- _Exercise data_
◇ ◇ ◇ ◇ ◇ ◇ ◇

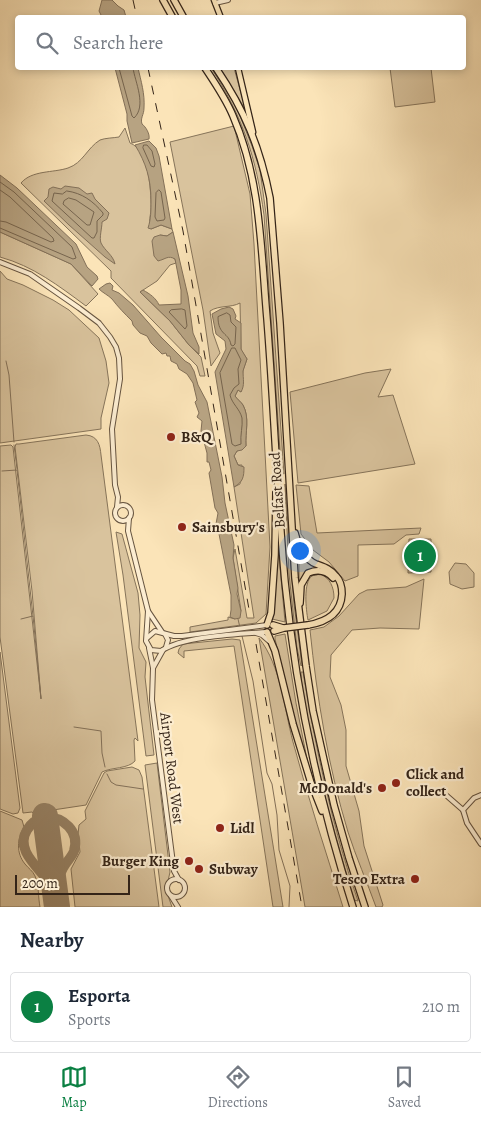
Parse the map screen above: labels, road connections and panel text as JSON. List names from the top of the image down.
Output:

◇ ◇ ◇ ◇ ◇ ◇ ◇

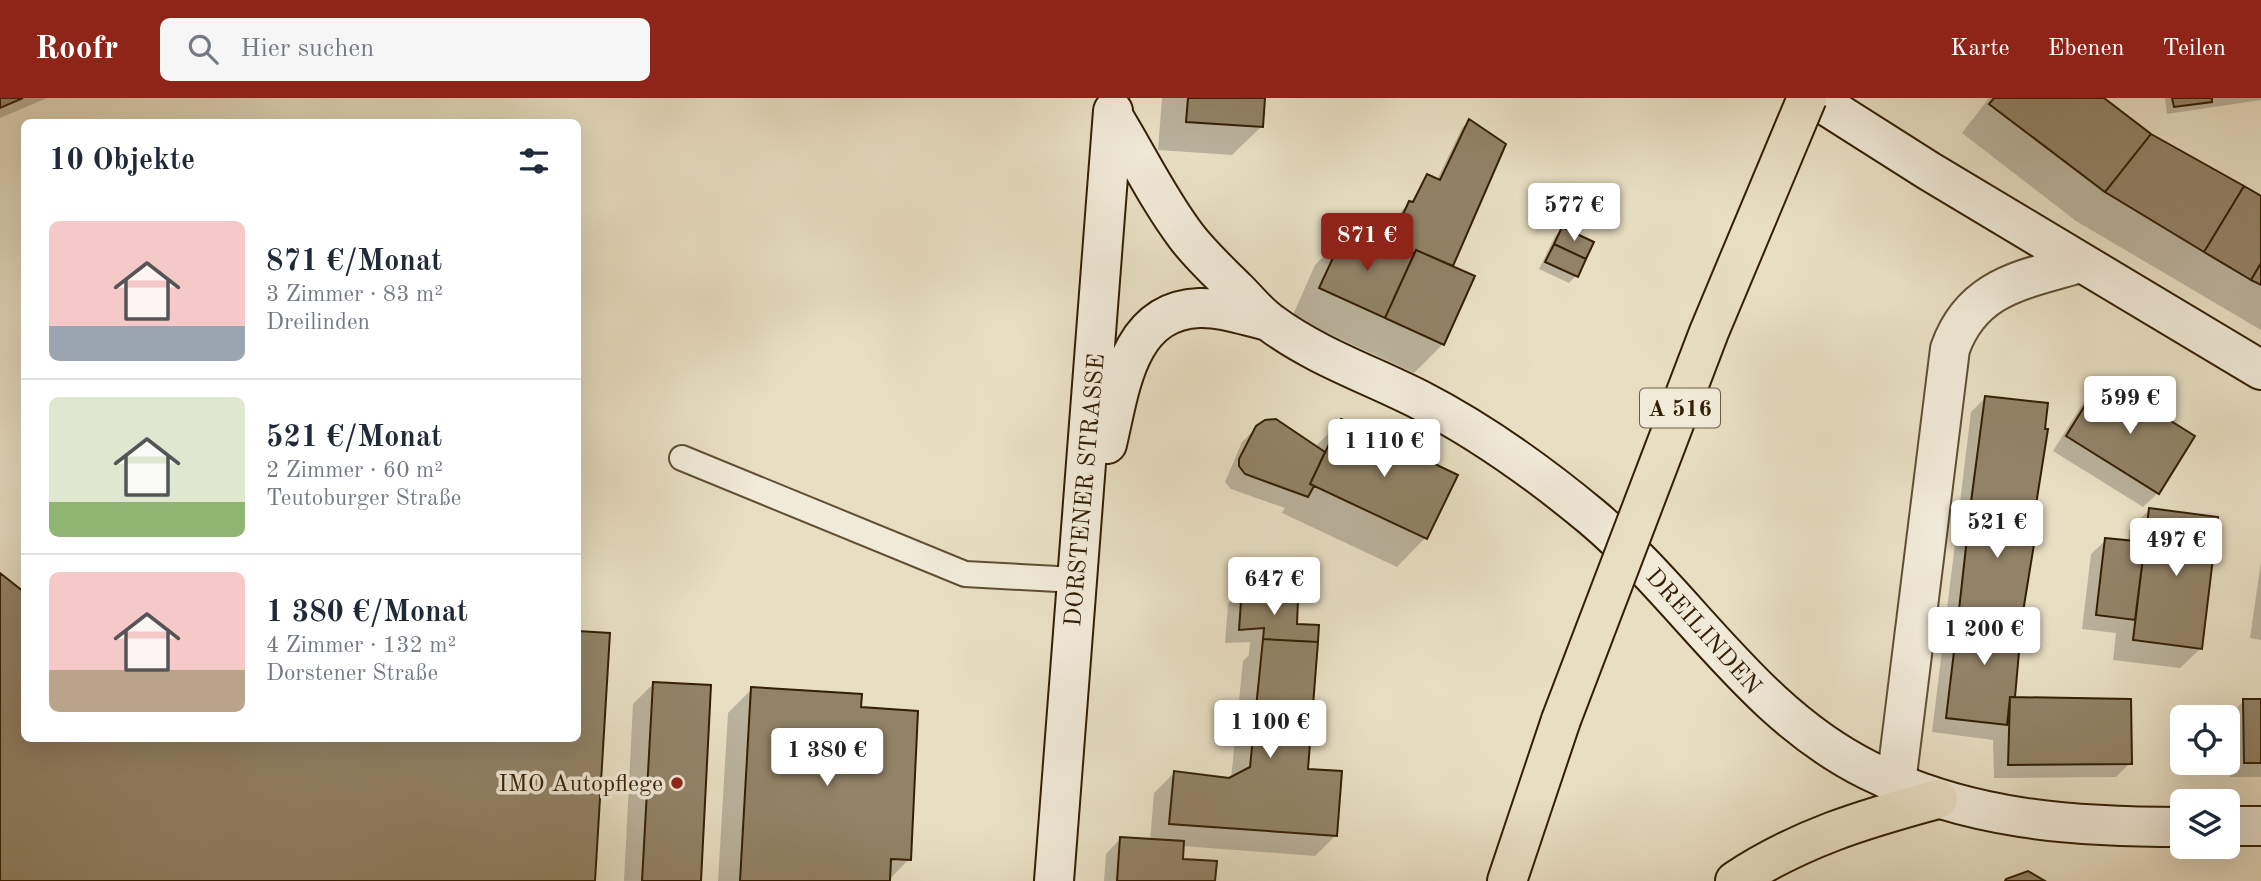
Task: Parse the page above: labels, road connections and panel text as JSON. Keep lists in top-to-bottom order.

◇ ◇ ◇ ◇ ◇ ◇ ◇

- _Task requirements_
Say, as a bare number, how many lines of the data hold the string "JSON".

- _Output for this task_
2